Quando um mal absoluto dos nossos dias – o abuso sexual de menores – é tema, a nossa resposta é unânime. Mas pode o tema ter múltiplas visões? Essa questão é a proposta de Benedict Andrews em Una – Negra Sedução.
Não é novo o tema de Una – Negra Sedução (Una, 2016), a primeira longa-metragem (se descontarmos ao teatro filmado National Theatre Live: A Streetcar Named Desire) de Benedict Andrews, um australiano radicado na Islândia e que filma em Inglaterra. Mas quando esse tema, a pedofilia e/ou abuso sexual de menores, chega ao grande ecrã, os sentidos apuram-se e a nossa tendência para julgar de olhos fechados ganha peso.
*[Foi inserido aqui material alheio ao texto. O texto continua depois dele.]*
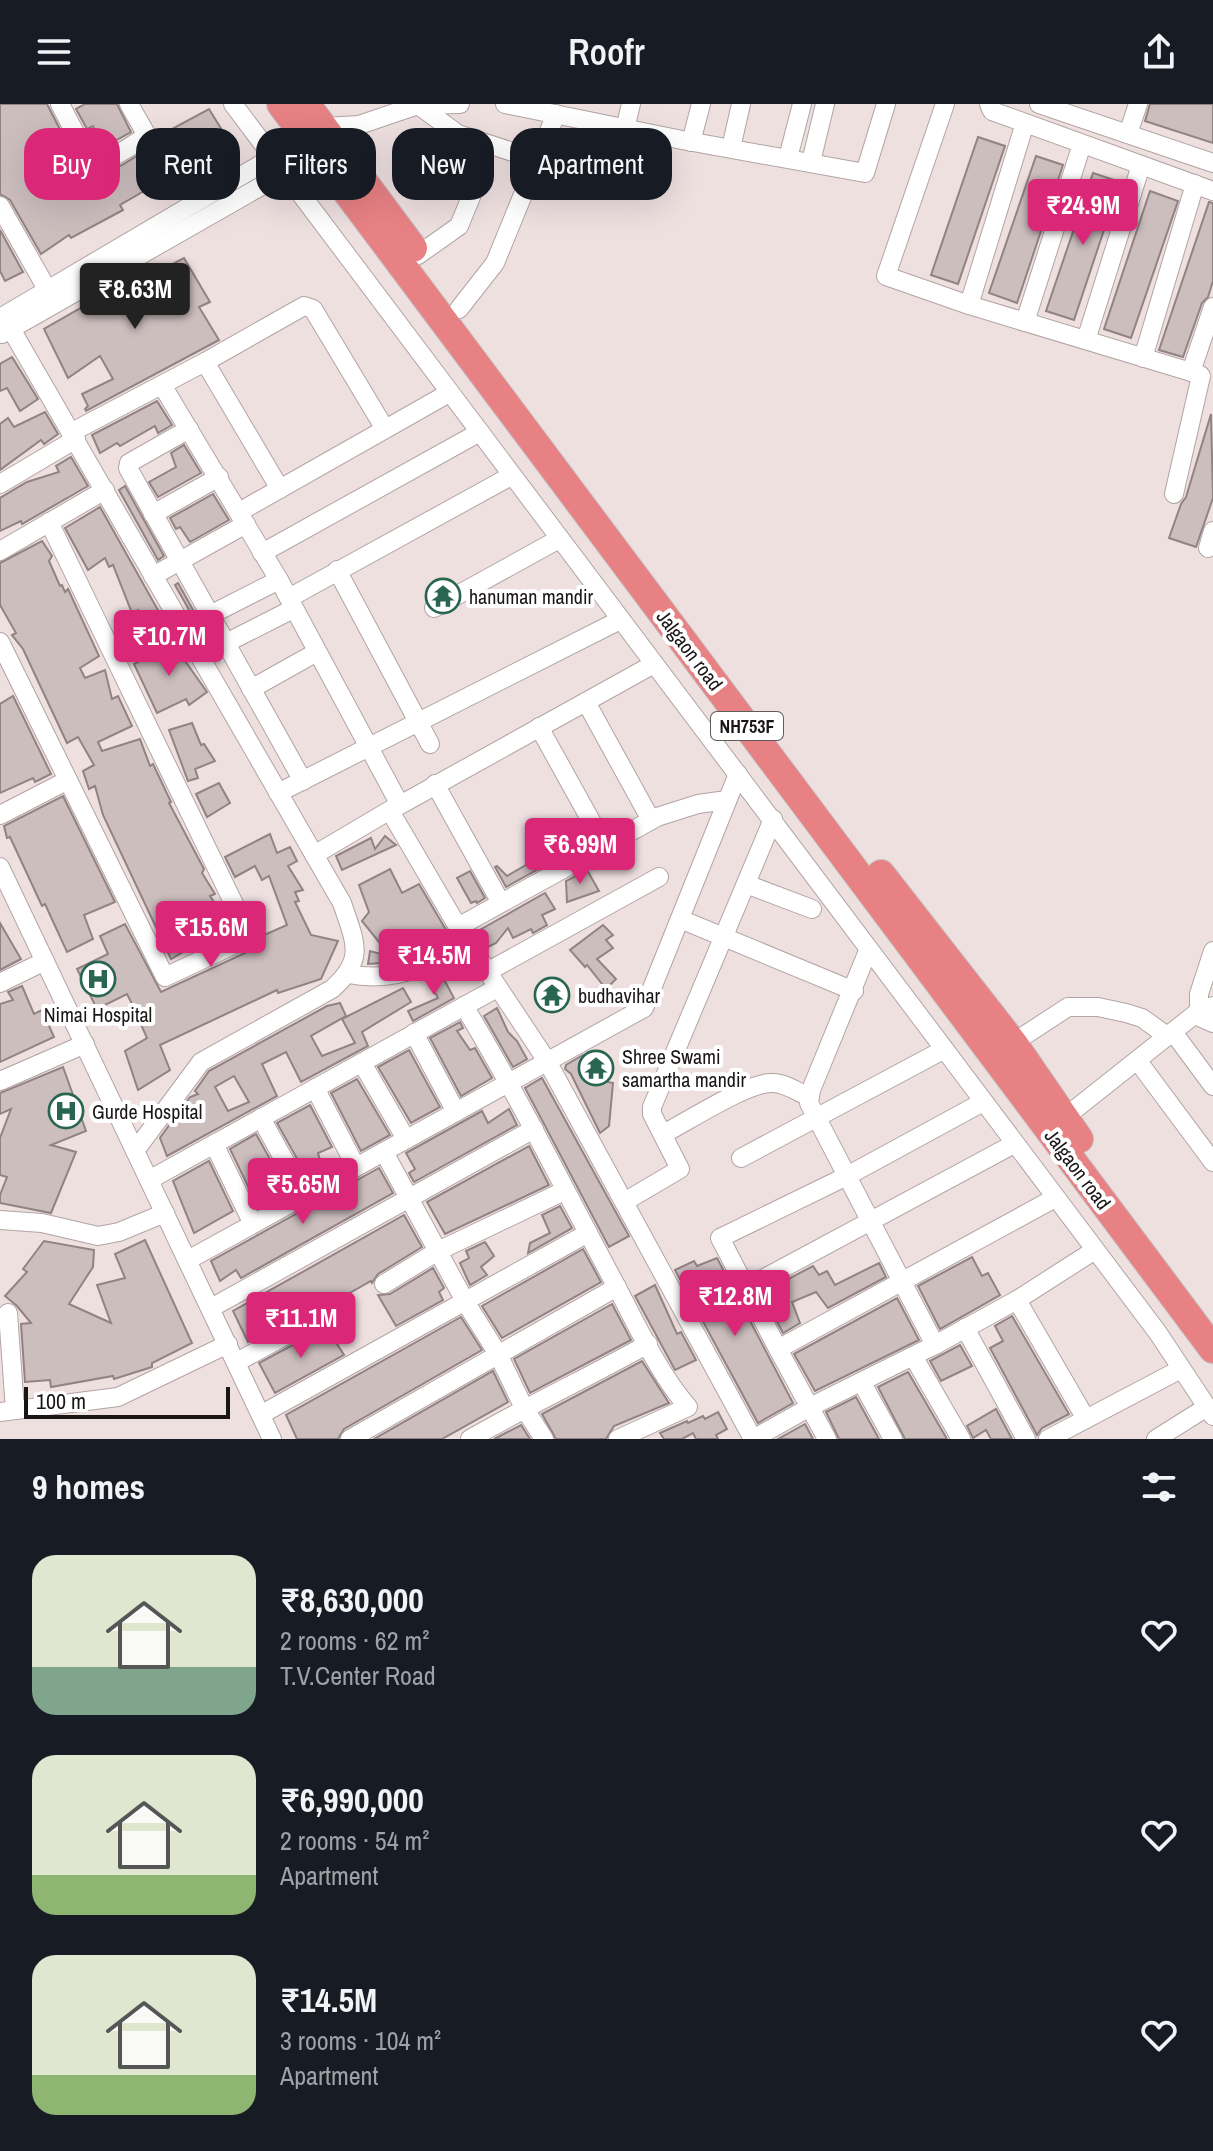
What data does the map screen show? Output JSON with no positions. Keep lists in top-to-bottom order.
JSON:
{
  "streets": {
    "highway": ["Jalgaon road", "NH753F"]
  },
  "places": {
    "temple": ["hanuman mandir", "budhavihar", "Shree Swami samartha mandir"],
    "hospital": ["Nimai Hospital", "Gurde Hospital"]
  },
  "scale_bar": "100 m",
  "page": {
    "header": "Roofr",
    "chip": [
      "Buy",
      "Rent",
      "Filters",
      "New",
      "Apartment"
    ],
    "price": [
      "₹24.9M",
      "₹8.63M",
      "₹10.7M",
      "₹6.99M",
      "₹15.6M",
      "₹14.5M",
      "₹5.65M",
      "₹12.8M",
      "₹11.1M"
    ],
    "scale": "100 m",
    "heading": "9 homes",
    "list": [
      {
        "name": "₹8,630,000",
        "note": "2 rooms · 62 m² · T.V.Center Road"
      },
      {
        "name": "₹6,990,000",
        "note": "2 rooms · 54 m² · Apartment"
      },
      {
        "name": "₹14.5M",
        "note": "3 rooms · 104 m² · Apartment"
      }
    ]
  }
}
Baseando-se na peça de teatro Blackbird, de David Harrower, Benedict Andrews tentou o difícil equilíbrio de tocar um tema forte e consensual, dando-lhe uma ênfase um pouco provocante. É que a nominal Una – interpretada a dois tempos por Rooney Mara (a Una adulta) e Ruby Stokes (a Una de 13 anos, nos flashbacks) –, quando confronta Ray (Ben Mendelsohn), o homem que 15 anos antes teve uma relação romântica e sexual com ela, fá-lo, não tanto para o acusar daquela relação ilícita, ou para exercer alguma vingança daquelas que alimentam tantos thrillers modernos, mas sim para procurar compreender porque ele a abandonou, e porque já não a quer hoje.
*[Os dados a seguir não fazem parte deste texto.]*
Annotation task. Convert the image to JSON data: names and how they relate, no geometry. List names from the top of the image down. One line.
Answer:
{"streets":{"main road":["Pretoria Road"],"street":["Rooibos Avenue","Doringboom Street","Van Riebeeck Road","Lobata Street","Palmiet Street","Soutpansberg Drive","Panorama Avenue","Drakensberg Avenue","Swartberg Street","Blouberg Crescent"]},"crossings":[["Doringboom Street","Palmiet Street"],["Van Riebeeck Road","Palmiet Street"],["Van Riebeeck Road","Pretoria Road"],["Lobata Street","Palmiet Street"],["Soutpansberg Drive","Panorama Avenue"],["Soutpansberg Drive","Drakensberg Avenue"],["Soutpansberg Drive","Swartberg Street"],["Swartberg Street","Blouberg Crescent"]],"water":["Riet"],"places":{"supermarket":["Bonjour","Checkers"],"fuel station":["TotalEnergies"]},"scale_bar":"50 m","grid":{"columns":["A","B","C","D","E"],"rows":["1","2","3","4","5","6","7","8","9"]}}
O filme começa com o reencontro, 15 anos depois dos acontecimentos, agora com Una já com 28 anos, e Ray na casa dos 50, e transporta-nos imediatamente para a lógica do teatro, com a claustrofobia dos espaços fechados, olhares e diálogos tensos, onde todos os acontecimentos são feitos da interacção directa das duas personagens. Mas caindo no velho logro de quem adapta teatro ao cinema, Benedict Andrews precisa de sair desses confins, e fá-lo desmultiplicando os espaços onde Una e Ray se encontram (às vezes em perseguições um pouco patéticas), introduzindo personagens secundários que pouco mais são que figurantes com falas, e recorrendo ao flashback para mostrar explicitamente aquilo que o filme de outro modo não saberia transmitir. Esta fuga retira a intensidade pretendida, perdendo-se muito daquilo que a tal claustrofobia teatral aqui daria a ganhar.
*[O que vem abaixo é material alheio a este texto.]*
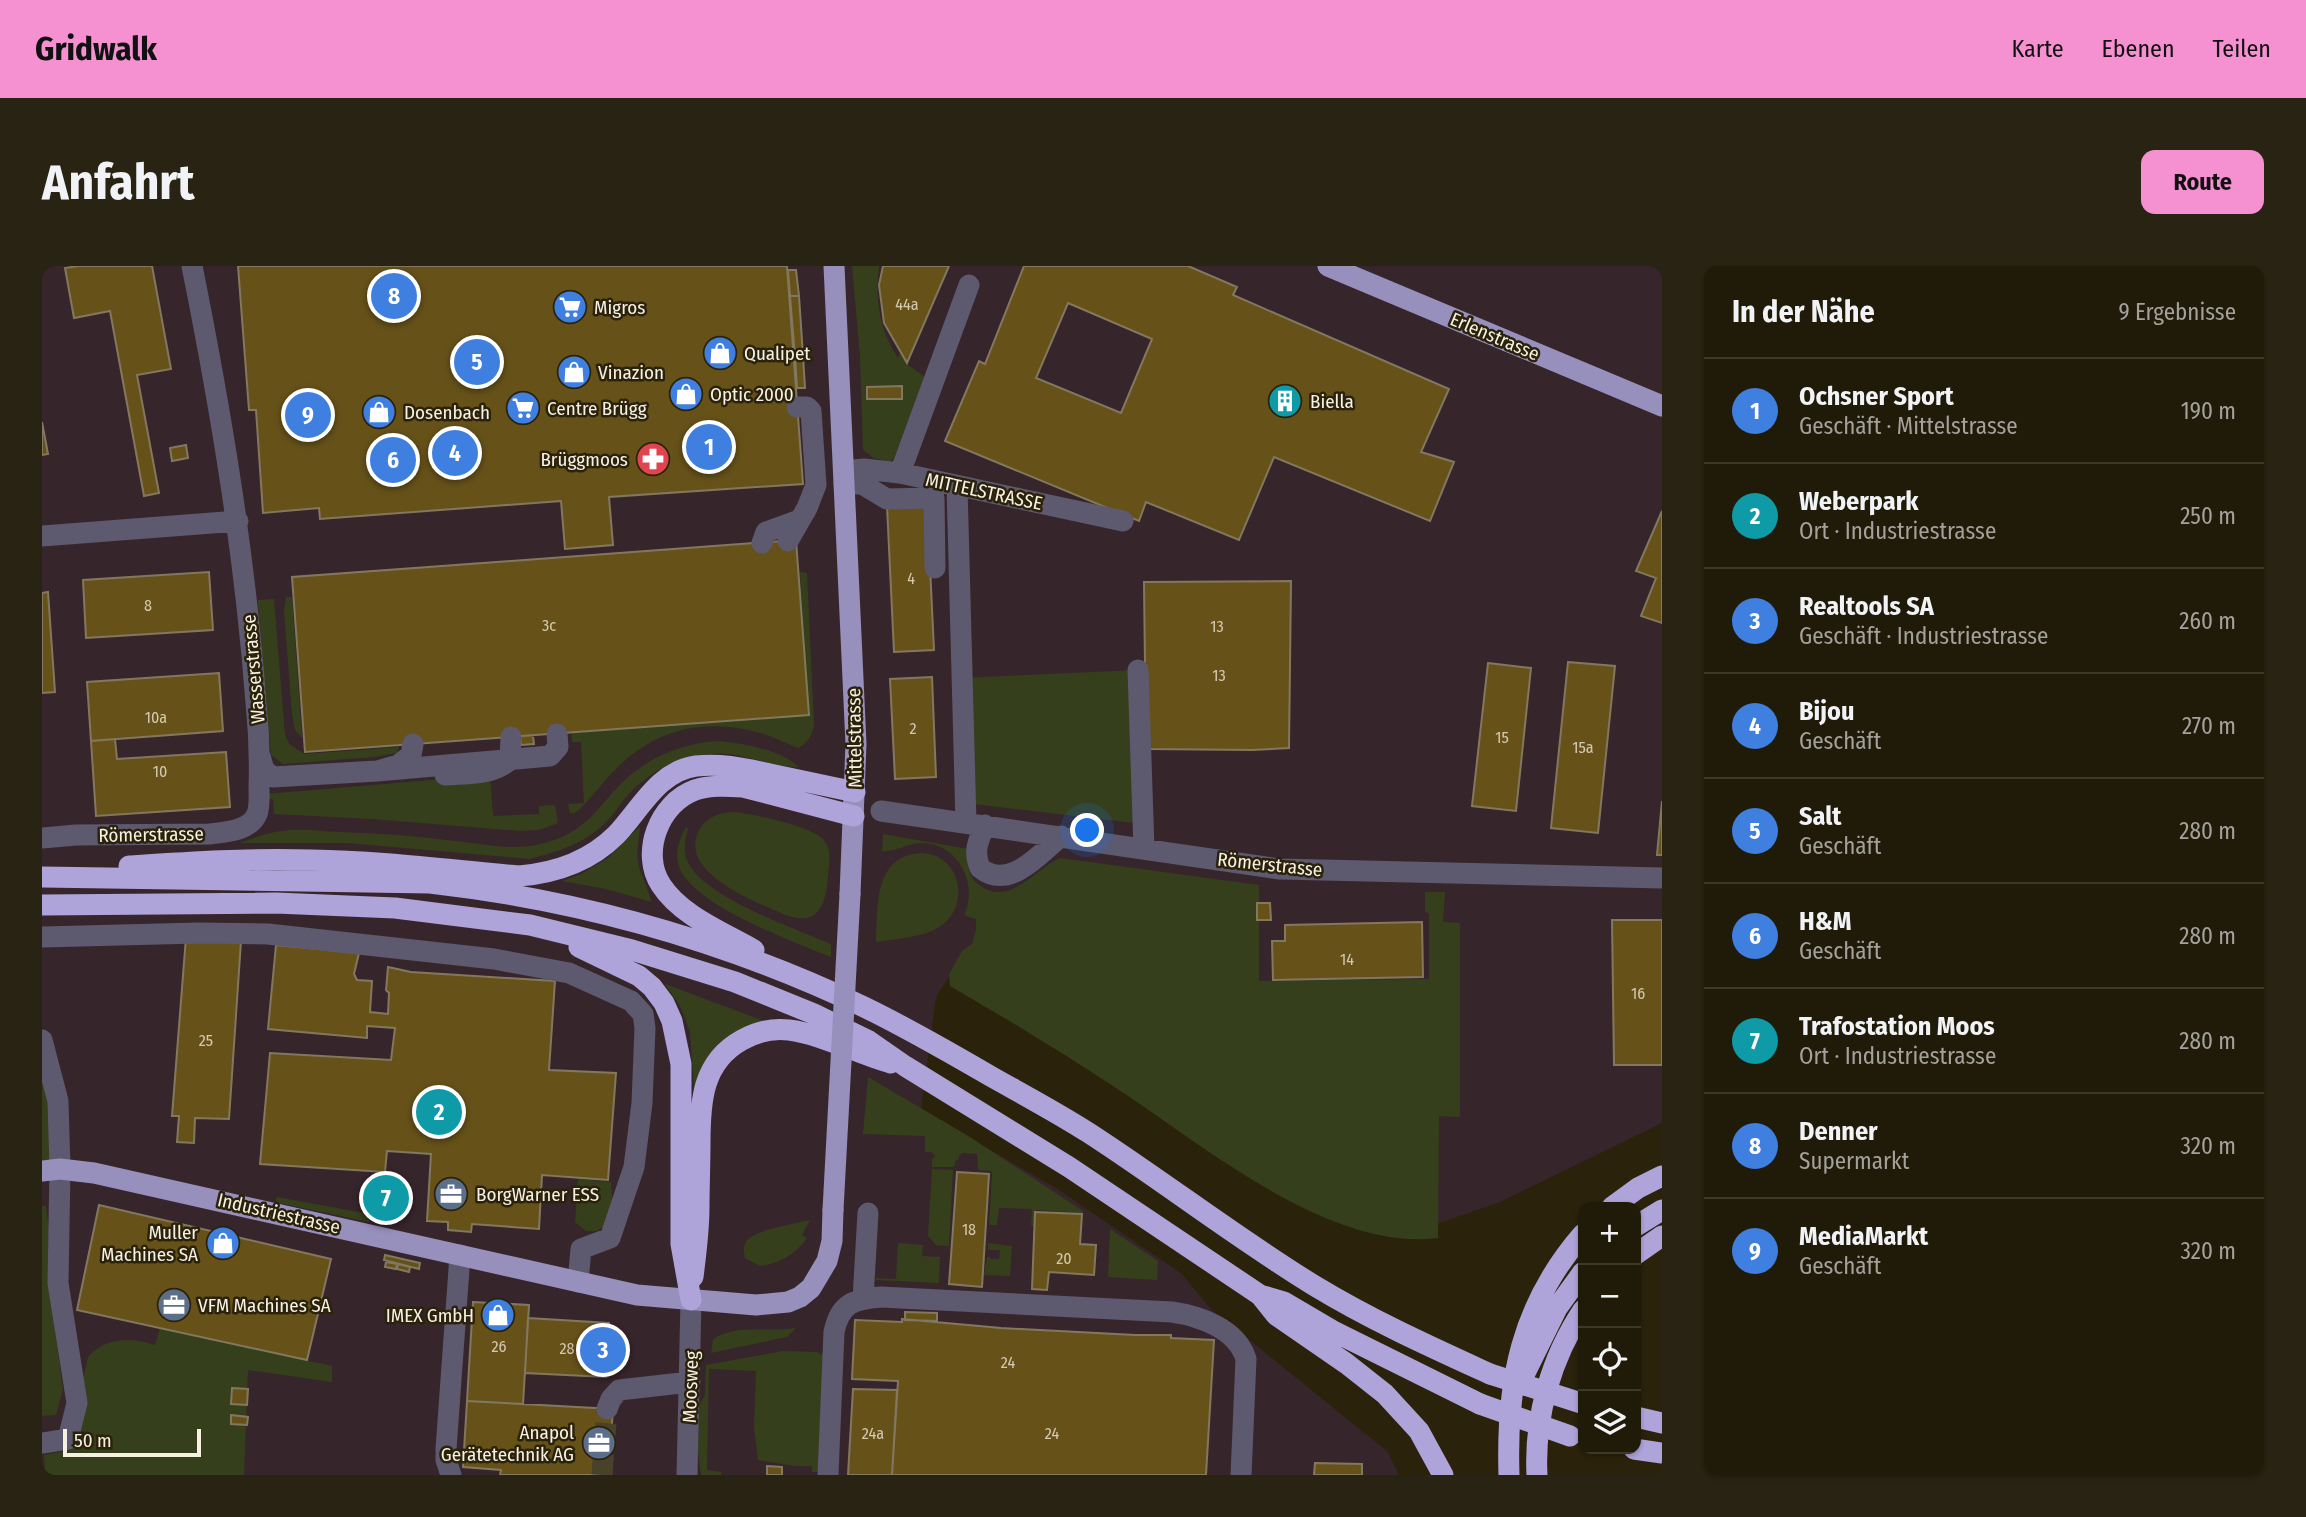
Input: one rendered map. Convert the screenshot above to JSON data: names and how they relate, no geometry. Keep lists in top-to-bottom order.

Graças à presença hipnótica de Rooney Mara (que sabe fazer coexistir frieza glacial e intensidade emocional) e a um sinuoso progresso de diálogos que nos vai tirando o tapete em vários momentos, Andrews consegue manter-nos em cheque. O risco é o do caminho que facilmente seria moralizante (afinal a pedofilia é um mal absoluto que julgamos de uma forma unânime), mas que, aqui e ali, é salpicado de alguma perversão de conceitos que nos quer fazer pensar sobre possíveis zonas cinzentas. E se Andrews não nos dá respostas simples (o seu maior mérito), deixa ao espectador a pergunta: poderemos imaginar o agressor do passado como a vítima do presente, ou é todo o comportamento actual de Una uma prova dos efeitos traumatizantes desse crime de muitos anos antes?
Review overview
Summary
Provocando com um tema difícil em que arrisca múltiplas visões, Benedict Andrews pega em material intenso, interpretado magistralmente por Rooney Mara e Ben Mendelsohn, mas cai no logro de fugir da lógica teatral, diluindo-o numa multitude de espaços, personagens e flashbacks.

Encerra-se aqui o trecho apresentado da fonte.